[Available data]

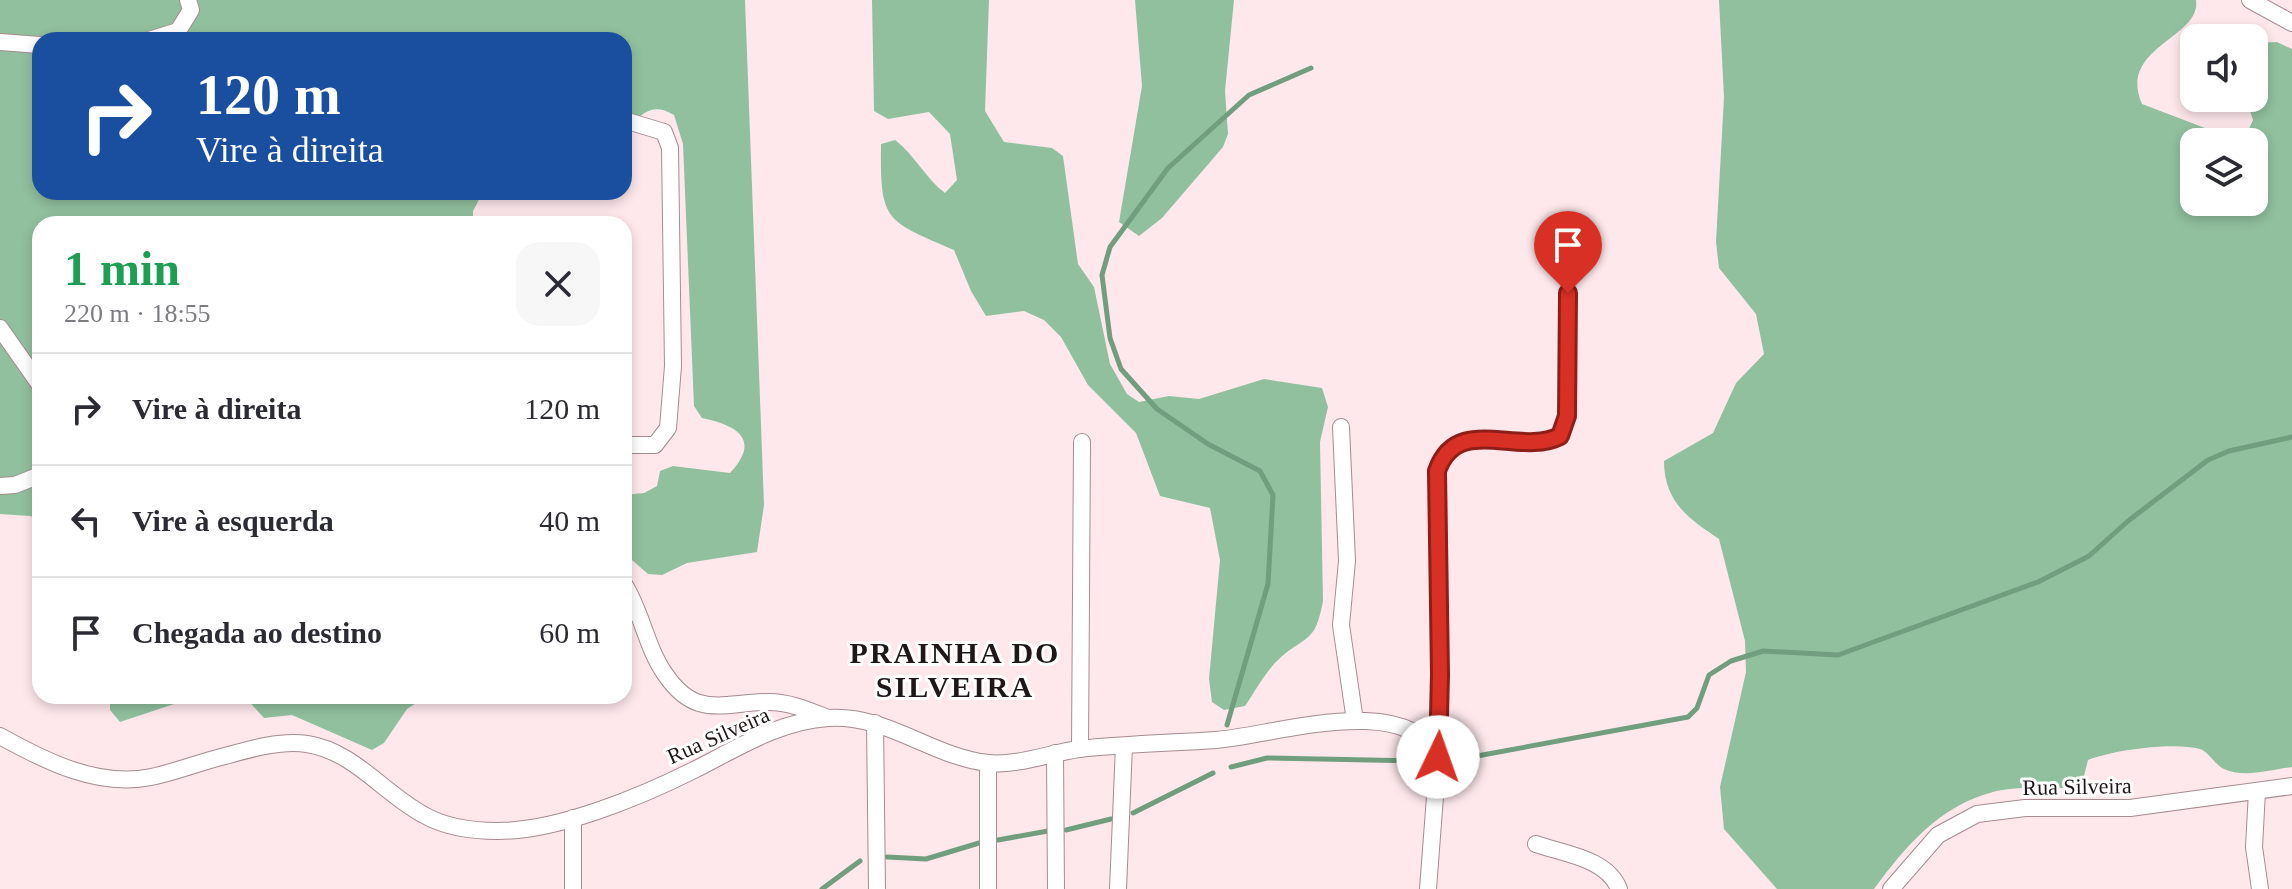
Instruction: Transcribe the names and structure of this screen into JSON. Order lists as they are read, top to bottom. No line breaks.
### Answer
{"streets":{"street":["Rua Silveira"]},"districts":["PRAINHA DO SILVEIRA"],"page":{"turn":["120 m","Vire à direita"],"heading":["1 min","220 m · 18:55"],"list":[{"name":"Vire à direita","value":"120 m"},{"name":"Vire à esquerda","value":"40 m"},{"name":"Chegada ao destino","value":"60 m"}]}}
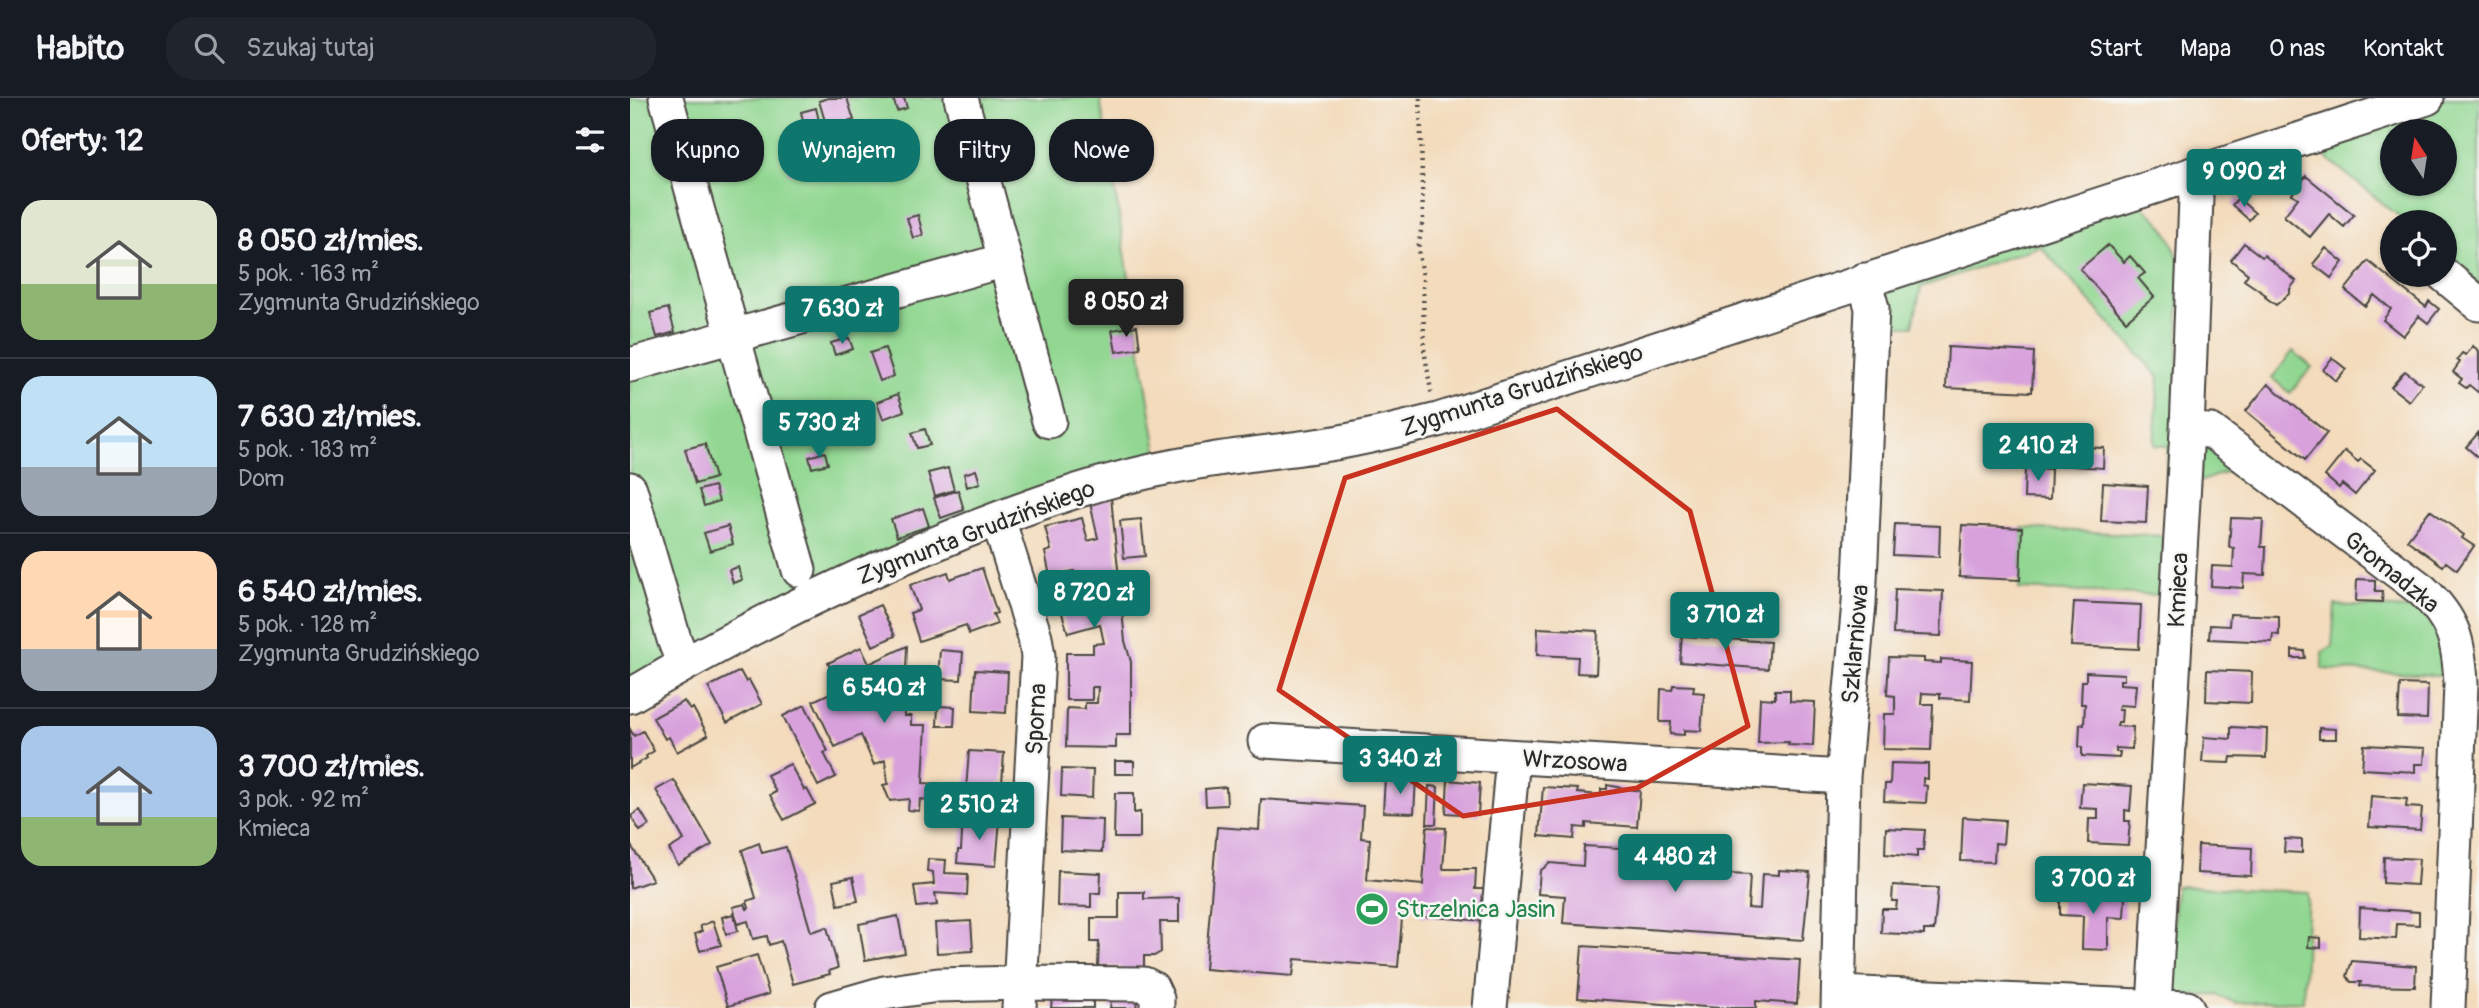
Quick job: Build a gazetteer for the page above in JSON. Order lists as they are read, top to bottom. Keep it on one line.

[/Available data]

All the lines above need to be repeated exactly, with no pictures carried over.

Output of the task =
Instruction: Transcribe the names and structure of this screen into JSON. Order lists as they are read, top to bottom. No line breaks.
### Answer
{"streets":{"street":["Rua Silveira"]},"districts":["PRAINHA DO SILVEIRA"],"page":{"turn":["120 m","Vire à direita"],"heading":["1 min","220 m · 18:55"],"list":[{"name":"Vire à direita","value":"120 m"},{"name":"Vire à esquerda","value":"40 m"},{"name":"Chegada ao destino","value":"60 m"}]}}
Quick job: Build a gazetteer for the page above in JSON. Order lists as they are read, top to bottom. Keep it on one line.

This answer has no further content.